• _AIM OF THE EXERCISE_: Your output must consist of the records printed verbatim, with the pictures excluded.

• _RECORDS_:
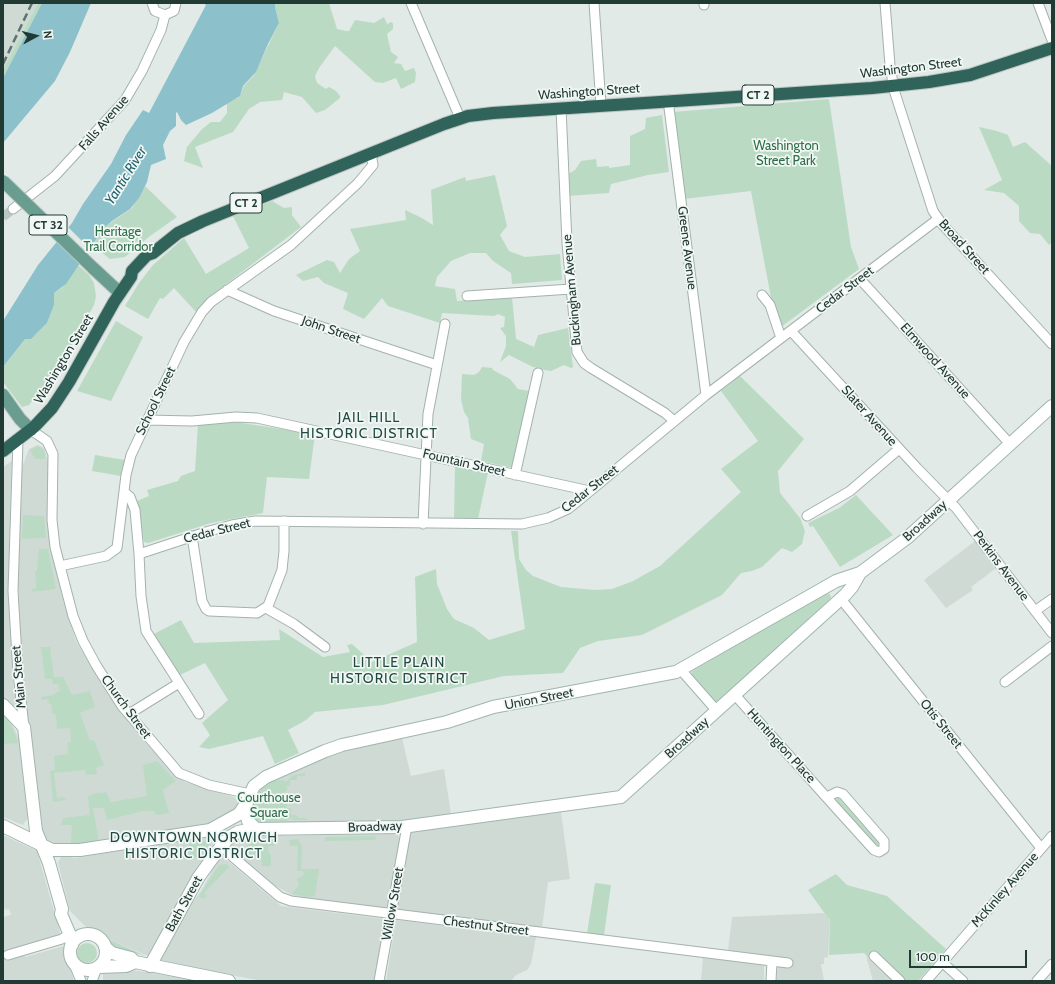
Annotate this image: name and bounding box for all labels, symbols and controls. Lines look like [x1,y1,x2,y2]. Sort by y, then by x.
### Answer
north arrow [16,16,56,56]
text: N [40,30,55,39]
street label: Washington Street [859,54,963,82]
street label: Washington Street [538,81,640,103]
road number: CT 2 [742,85,774,105]
street label: Falls Avenue [76,92,132,154]
park label: Washington Street Park [753,138,819,169]
water label: Yantic River [102,144,150,208]
road number: CT 2 [230,193,262,213]
street label: Greene Avenue [674,205,700,291]
road number: CT 32 [29,215,67,235]
street label: Broad Street [935,216,993,278]
park label: Heritage Trail Corridor [83,224,153,255]
street label: Buckingham Avenue [559,234,585,346]
street label: Cedar Street [813,263,877,317]
street label: Washington Street [31,311,97,407]
street label: John Street [300,313,362,347]
street label: Elmwood Avenue [897,320,973,402]
street label: School Street [133,364,179,438]
street label: Slater Avenue [838,383,900,449]
district label: JAIL HILL HISTORIC DISTRICT [300,410,438,442]
street label: Fountain Street [421,446,507,480]
street label: Cedar Street [558,462,622,516]
street label: Broadway [900,497,950,545]
street label: Cedar Street [182,515,252,547]
street label: Perkins Avenue [970,528,1032,604]
street label: Main Street [8,645,30,709]
district label: LITTLE PLAIN HISTORIC DISTRICT [330,655,468,688]
street label: Church Street [98,672,154,742]
street label: Union Street [503,685,575,713]
street label: Otis Street [916,696,966,752]
street label: Huntington Place [744,706,818,786]
street label: Broadway [662,714,712,762]
park label: Courthouse Square [237,790,301,821]
street label: Broadway [348,818,402,836]
district label: DOWNTOWN NORWICH HISTORIC DISTRICT [110,830,278,862]
street label: McKinley Avenue [968,849,1042,931]
street label: Willow Street [379,866,407,942]
street label: Bath Street [162,873,206,935]
street label: Chestnut Street [442,913,530,939]
scale bar [911,942,1029,968]
text: 100 m [916,949,950,964]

• _YOUR RESPONSE_:
Annotate this image: name and bounding box for all labels, symbols and controls. Lines look like [x1,y1,x2,y2]. Sort by y, then by x.
### Answer
north arrow [16,16,56,56]
text: N [40,30,55,39]
street label: Washington Street [859,54,963,82]
street label: Washington Street [538,81,640,103]
road number: CT 2 [742,85,774,105]
street label: Falls Avenue [76,92,132,154]
park label: Washington Street Park [753,138,819,169]
water label: Yantic River [102,144,150,208]
road number: CT 2 [230,193,262,213]
street label: Greene Avenue [674,205,700,291]
road number: CT 32 [29,215,67,235]
street label: Broad Street [935,216,993,278]
park label: Heritage Trail Corridor [83,224,153,255]
street label: Buckingham Avenue [559,234,585,346]
street label: Cedar Street [813,263,877,317]
street label: Washington Street [31,311,97,407]
street label: John Street [300,313,362,347]
street label: Elmwood Avenue [897,320,973,402]
street label: School Street [133,364,179,438]
street label: Slater Avenue [838,383,900,449]
district label: JAIL HILL HISTORIC DISTRICT [300,410,438,442]
street label: Fountain Street [421,446,507,480]
street label: Cedar Street [558,462,622,516]
street label: Broadway [900,497,950,545]
street label: Cedar Street [182,515,252,547]
street label: Perkins Avenue [970,528,1032,604]
street label: Main Street [8,645,30,709]
district label: LITTLE PLAIN HISTORIC DISTRICT [330,655,468,688]
street label: Church Street [98,672,154,742]
street label: Union Street [503,685,575,713]
street label: Otis Street [916,696,966,752]
street label: Huntington Place [744,706,818,786]
street label: Broadway [662,714,712,762]
park label: Courthouse Square [237,790,301,821]
street label: Broadway [348,818,402,836]
district label: DOWNTOWN NORWICH HISTORIC DISTRICT [110,830,278,862]
street label: McKinley Avenue [968,849,1042,931]
street label: Willow Street [379,866,407,942]
street label: Bath Street [162,873,206,935]
street label: Chestnut Street [442,913,530,939]
scale bar [911,942,1029,968]
text: 100 m [916,949,950,964]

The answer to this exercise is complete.